WHAT NEEDS TO BE DONE
Look through the data below and return each line where "active" appears.

Dataset records
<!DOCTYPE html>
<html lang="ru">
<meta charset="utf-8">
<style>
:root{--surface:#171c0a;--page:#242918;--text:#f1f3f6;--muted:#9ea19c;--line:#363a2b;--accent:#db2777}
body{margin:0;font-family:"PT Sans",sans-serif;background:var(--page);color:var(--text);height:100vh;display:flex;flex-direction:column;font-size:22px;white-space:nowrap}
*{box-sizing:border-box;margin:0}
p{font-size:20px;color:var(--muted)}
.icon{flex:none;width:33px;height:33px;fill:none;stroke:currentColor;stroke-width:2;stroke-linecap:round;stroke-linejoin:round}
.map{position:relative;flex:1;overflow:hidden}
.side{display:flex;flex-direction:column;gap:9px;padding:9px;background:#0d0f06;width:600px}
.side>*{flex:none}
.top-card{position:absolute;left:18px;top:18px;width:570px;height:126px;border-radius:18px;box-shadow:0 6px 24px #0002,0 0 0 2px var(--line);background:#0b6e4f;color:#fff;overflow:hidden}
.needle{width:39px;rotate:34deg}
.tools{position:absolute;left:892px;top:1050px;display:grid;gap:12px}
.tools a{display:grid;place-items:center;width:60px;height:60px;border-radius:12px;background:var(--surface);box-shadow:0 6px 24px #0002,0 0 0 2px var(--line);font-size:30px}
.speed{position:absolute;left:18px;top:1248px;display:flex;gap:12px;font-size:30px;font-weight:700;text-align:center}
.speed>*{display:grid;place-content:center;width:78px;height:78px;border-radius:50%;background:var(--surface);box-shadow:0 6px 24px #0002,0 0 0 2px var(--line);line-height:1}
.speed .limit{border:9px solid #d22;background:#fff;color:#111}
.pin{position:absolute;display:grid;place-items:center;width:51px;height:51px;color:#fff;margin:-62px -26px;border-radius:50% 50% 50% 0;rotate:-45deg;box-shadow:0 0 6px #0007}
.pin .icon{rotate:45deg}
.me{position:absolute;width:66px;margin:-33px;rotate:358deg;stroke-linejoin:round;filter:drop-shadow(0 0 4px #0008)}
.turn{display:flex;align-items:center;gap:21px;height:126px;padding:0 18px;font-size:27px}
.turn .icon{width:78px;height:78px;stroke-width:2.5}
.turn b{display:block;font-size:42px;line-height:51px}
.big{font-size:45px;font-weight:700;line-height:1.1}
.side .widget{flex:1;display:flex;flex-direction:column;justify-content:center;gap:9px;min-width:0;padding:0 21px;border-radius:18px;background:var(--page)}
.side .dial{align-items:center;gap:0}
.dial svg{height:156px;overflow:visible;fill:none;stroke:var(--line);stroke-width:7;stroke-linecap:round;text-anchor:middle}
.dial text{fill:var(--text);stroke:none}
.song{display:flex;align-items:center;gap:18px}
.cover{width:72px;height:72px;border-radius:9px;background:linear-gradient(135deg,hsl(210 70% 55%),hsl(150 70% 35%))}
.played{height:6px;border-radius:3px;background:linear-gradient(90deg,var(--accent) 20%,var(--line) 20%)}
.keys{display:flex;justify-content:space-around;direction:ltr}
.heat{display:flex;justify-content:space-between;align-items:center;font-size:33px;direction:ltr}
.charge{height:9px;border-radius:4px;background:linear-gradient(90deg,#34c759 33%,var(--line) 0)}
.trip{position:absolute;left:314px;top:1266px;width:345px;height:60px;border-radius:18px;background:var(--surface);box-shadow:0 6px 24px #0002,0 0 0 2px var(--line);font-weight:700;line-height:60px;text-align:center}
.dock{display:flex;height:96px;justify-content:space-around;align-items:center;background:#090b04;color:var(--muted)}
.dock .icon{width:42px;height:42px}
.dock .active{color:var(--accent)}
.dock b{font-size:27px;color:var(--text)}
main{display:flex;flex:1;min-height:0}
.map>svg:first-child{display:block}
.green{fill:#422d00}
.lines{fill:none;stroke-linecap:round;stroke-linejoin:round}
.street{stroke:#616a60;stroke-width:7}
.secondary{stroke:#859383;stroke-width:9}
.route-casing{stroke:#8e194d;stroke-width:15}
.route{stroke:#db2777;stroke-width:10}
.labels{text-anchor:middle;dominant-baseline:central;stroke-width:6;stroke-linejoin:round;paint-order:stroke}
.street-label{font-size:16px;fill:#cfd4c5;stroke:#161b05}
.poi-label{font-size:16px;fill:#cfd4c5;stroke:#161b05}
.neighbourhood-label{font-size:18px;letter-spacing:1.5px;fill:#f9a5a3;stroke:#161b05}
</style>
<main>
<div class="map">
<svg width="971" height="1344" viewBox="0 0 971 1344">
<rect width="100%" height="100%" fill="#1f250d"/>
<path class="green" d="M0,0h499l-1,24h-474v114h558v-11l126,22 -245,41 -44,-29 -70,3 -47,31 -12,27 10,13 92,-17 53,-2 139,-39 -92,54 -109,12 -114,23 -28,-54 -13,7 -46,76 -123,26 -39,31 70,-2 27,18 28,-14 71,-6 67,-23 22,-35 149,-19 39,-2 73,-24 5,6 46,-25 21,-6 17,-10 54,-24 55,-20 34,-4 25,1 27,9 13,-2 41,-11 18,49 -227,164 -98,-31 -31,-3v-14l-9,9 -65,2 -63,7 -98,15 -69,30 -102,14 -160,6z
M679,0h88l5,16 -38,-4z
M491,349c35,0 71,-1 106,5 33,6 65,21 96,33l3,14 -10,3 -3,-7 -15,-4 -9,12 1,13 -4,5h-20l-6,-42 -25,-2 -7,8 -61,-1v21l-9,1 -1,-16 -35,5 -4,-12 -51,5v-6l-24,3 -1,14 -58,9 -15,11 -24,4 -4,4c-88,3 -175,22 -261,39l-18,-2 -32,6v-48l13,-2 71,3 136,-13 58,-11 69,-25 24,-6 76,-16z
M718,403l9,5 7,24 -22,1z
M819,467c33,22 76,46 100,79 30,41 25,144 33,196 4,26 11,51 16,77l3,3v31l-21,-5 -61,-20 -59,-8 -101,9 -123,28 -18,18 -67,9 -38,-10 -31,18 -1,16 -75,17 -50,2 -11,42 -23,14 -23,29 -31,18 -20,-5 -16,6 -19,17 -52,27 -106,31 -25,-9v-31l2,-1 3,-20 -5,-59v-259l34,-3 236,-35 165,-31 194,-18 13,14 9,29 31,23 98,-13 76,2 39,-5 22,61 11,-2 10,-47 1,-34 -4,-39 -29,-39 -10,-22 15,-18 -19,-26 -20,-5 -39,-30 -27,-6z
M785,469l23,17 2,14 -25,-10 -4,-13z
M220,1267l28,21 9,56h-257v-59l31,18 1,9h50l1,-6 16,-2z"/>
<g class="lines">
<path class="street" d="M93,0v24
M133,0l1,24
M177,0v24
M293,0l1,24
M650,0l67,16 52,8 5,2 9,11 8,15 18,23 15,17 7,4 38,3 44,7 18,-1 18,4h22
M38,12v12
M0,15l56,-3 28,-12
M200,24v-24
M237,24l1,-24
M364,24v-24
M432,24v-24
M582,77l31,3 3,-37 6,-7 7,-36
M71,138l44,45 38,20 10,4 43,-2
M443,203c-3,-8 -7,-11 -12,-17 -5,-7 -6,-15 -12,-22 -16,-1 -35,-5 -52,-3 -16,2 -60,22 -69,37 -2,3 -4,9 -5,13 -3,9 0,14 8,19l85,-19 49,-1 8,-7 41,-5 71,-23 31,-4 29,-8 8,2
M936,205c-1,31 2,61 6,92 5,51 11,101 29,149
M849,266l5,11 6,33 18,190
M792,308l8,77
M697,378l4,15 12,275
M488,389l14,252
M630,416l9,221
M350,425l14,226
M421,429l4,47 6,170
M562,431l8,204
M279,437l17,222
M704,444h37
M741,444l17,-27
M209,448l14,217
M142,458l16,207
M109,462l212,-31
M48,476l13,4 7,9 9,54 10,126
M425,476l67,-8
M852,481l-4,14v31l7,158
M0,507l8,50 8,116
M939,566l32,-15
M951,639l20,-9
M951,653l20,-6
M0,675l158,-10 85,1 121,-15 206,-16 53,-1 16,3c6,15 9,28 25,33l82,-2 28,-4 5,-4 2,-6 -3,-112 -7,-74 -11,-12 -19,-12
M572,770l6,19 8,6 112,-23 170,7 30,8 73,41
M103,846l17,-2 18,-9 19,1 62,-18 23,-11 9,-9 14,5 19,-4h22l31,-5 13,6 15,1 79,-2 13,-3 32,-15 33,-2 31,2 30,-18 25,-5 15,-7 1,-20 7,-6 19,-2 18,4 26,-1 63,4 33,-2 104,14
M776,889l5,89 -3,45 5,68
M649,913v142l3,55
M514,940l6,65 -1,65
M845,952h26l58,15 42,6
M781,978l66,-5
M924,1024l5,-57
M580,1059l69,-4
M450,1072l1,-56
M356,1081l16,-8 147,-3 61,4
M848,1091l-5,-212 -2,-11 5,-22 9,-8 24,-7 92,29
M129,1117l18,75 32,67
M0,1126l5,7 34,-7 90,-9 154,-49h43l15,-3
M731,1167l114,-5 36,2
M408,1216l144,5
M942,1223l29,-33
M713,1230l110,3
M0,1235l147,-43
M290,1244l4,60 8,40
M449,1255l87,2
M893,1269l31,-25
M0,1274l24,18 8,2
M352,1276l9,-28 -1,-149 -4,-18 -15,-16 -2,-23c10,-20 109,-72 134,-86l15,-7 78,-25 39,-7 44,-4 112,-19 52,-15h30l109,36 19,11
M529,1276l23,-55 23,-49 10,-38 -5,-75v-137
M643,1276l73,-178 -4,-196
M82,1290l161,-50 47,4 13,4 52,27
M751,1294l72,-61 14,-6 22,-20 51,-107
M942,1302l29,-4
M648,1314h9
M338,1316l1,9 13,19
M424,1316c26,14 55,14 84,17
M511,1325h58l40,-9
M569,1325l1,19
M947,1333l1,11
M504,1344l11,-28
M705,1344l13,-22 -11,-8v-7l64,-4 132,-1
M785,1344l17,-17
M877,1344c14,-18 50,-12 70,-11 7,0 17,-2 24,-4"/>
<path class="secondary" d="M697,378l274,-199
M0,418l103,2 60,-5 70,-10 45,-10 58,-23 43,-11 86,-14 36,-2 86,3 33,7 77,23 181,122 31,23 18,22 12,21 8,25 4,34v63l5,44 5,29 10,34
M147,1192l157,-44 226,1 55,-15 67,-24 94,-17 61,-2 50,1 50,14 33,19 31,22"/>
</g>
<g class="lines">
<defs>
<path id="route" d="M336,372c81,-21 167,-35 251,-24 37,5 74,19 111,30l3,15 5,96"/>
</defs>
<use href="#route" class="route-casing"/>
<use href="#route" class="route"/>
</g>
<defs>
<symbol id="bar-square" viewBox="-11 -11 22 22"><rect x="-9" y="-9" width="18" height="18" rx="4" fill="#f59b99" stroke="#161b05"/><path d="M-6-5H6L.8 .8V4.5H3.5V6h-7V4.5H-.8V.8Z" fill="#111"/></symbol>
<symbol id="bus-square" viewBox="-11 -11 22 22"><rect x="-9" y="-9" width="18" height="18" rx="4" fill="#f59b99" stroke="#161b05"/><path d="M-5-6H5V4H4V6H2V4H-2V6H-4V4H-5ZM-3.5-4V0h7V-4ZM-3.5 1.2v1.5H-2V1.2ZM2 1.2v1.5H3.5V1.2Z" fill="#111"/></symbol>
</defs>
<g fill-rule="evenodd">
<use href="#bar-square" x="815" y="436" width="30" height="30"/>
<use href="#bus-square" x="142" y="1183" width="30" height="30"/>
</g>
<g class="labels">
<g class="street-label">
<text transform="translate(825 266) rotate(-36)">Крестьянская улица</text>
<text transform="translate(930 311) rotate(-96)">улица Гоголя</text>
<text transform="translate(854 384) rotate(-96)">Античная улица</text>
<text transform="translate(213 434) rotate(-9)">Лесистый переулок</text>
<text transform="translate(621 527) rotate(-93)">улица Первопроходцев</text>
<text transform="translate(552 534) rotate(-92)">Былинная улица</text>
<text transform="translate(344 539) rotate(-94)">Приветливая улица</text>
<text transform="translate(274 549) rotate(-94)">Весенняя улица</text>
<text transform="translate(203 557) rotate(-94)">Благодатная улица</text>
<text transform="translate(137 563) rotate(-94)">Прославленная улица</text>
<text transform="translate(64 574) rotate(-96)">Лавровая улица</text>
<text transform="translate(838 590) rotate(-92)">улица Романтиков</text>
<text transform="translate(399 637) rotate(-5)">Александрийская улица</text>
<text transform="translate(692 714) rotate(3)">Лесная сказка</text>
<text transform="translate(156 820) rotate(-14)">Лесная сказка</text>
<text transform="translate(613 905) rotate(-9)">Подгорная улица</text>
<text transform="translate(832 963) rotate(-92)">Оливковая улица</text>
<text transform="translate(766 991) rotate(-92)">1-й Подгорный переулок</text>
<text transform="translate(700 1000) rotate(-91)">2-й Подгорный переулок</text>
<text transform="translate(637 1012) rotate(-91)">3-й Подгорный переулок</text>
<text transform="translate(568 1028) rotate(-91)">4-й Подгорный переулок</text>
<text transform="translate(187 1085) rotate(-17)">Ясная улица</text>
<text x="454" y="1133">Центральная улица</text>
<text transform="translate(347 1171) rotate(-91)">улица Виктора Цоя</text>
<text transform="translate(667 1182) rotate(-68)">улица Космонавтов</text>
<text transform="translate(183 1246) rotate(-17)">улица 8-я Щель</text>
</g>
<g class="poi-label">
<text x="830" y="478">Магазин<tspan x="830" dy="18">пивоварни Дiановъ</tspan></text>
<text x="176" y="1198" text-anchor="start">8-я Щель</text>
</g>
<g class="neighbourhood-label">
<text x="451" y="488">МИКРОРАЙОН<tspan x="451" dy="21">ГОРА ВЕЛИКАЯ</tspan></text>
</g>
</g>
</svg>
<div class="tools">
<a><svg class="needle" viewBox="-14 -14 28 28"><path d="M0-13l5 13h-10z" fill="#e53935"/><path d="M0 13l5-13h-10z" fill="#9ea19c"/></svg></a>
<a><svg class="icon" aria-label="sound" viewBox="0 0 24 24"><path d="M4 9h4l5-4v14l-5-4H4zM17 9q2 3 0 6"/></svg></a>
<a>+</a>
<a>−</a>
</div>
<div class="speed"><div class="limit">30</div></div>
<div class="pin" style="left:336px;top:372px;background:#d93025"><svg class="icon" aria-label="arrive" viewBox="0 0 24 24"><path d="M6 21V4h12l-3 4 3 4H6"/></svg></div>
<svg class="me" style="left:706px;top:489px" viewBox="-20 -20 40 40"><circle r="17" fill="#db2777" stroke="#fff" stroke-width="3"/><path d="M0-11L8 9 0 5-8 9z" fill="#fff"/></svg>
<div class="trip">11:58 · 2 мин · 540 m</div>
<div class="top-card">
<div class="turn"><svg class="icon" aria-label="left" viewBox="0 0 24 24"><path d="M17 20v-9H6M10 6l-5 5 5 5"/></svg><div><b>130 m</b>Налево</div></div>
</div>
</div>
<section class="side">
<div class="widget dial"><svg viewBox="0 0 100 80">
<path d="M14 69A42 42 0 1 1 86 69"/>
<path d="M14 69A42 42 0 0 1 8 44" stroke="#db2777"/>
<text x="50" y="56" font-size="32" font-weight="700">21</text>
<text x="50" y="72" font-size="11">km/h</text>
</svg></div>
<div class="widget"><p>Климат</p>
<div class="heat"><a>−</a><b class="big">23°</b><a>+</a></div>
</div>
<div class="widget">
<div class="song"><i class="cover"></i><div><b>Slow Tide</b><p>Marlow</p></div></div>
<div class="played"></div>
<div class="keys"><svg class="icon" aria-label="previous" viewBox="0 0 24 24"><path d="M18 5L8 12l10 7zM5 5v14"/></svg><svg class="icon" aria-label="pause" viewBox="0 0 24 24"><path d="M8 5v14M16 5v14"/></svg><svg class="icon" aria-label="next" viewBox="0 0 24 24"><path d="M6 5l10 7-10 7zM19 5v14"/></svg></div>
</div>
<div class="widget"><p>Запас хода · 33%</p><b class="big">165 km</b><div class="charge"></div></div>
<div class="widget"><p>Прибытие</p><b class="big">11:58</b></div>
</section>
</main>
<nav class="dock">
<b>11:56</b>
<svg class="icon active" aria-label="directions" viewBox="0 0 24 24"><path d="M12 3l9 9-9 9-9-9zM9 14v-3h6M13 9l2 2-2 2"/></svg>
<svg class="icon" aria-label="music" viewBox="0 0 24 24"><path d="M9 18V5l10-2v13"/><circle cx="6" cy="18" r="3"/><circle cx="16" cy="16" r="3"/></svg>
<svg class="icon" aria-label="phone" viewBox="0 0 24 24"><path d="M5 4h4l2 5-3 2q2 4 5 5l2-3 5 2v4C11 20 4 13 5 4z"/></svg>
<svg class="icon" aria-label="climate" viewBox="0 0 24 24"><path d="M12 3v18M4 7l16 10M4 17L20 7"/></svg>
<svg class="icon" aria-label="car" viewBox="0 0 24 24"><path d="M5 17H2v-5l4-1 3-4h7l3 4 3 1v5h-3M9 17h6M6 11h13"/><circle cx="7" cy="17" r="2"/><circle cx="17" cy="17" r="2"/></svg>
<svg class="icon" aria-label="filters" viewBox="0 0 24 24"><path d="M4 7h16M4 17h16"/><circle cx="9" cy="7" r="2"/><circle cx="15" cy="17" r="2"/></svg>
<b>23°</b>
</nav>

SOLUTION TO THE EXERCISE
.dock .active{color:var(--accent)}
<svg class="icon active" aria-label="directions" viewBox="0 0 24 24"><path d="M12 3l9 9-9 9-9-9zM9 14v-3h6M13 9l2 2-2 2"/></svg>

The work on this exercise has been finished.